…the continuing adventures of extract refreshing in Tableau-land. For an admittedly dry kickoff to this story, read Part I.
Extract Refreshing: What do you want?
In the previous post, I asked you to decide what’s important.
- Do you need to get as many extracts processed as possible?
- Or, is the goal to get fewer extracts refreshed super-duper fast.
Unless you can deploy significant hardware (or have a workload which happens to cooperate), you may not get both. We’ll dive into this much more deeply in Part III, but you’ll start to see what’s coming in a minute or two.
If you’re focusing on increasing overall throughput on your system, you’ll likely pay more attention to Transactions Per Second (TPS).
I measured TPS like so:
- Use an LOD calc to capture the Started At time of the very first extract that hits the queue during the test
- Use another LOD calc to capture the Completed time of the last extract in the test’s batch of extracts
- Datediff the two and use this value to divide the total number of extracts (success or failure) completed during the test
This approach has a couple wrinkles:
Some may not consider a failed extract refresh as a transaction that should be counted.
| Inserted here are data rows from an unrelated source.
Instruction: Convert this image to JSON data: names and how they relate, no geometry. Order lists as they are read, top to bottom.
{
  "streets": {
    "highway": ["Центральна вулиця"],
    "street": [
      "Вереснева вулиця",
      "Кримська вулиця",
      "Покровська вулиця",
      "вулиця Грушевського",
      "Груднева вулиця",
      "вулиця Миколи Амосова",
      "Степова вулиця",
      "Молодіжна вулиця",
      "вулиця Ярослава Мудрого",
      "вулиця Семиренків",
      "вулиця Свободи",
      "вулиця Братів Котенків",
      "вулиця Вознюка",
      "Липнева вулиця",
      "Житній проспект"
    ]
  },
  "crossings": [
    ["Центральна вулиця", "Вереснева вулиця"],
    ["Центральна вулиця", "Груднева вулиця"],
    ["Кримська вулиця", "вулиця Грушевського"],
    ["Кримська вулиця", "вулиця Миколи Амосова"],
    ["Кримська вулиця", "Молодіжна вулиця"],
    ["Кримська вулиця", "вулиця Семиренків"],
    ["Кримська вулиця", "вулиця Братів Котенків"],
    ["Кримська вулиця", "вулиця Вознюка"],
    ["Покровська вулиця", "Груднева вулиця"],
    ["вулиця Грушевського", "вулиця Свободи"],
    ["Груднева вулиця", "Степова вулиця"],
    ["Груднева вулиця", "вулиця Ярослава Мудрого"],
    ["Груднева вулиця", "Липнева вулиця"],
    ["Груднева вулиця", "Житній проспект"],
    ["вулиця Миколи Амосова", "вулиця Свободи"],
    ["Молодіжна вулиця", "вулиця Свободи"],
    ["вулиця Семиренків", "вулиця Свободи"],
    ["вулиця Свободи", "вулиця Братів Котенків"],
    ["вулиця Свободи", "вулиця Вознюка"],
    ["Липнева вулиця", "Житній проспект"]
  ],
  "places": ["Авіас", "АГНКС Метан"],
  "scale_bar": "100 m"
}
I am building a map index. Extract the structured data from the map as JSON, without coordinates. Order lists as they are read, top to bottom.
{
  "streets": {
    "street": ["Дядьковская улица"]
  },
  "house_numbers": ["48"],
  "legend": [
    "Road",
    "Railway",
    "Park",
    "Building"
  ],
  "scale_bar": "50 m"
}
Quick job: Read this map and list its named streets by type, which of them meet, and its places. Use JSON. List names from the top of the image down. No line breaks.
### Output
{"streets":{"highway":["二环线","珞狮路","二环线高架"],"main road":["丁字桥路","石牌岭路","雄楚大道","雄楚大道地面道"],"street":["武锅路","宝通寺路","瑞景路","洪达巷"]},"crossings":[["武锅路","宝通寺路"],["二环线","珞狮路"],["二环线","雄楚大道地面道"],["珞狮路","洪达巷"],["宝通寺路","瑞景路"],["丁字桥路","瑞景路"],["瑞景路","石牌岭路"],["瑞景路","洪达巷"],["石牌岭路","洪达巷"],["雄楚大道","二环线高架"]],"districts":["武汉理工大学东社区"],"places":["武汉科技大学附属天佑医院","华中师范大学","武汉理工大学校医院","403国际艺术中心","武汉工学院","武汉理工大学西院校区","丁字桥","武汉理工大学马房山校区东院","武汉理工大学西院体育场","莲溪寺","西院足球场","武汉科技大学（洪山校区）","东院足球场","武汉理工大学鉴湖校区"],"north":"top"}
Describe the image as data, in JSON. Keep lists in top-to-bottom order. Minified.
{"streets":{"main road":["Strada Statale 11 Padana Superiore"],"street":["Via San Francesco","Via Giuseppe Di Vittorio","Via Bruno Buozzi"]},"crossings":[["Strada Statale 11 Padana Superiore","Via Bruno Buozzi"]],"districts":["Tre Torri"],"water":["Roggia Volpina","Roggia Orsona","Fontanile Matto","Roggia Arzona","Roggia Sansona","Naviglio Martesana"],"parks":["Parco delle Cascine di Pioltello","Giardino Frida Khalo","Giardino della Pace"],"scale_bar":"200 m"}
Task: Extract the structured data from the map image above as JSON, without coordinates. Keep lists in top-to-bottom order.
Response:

It doesn’t matter what your TPS is if you’re getting tons of failures, one might reason. To me a transaction is a transaction is a transaction, though.
The mechanism I use to queue up refresh jobs executes X (~1000 for the purposes of what we’re talking about) refresh transactions. It does so using specific proportions of x-small / small / medium / large / x-large / xx-large / xxx-large refreshes. The order in which those jobs are introduced is random, however.
I’m trying to duplicate some of the behavior of the jokers (you know who you are) who go into Server and randomly hit “Refresh extract right now” because they can’t wait for their scheduled job to execute. I admit I’m one of those people. The self-loathing is palpable.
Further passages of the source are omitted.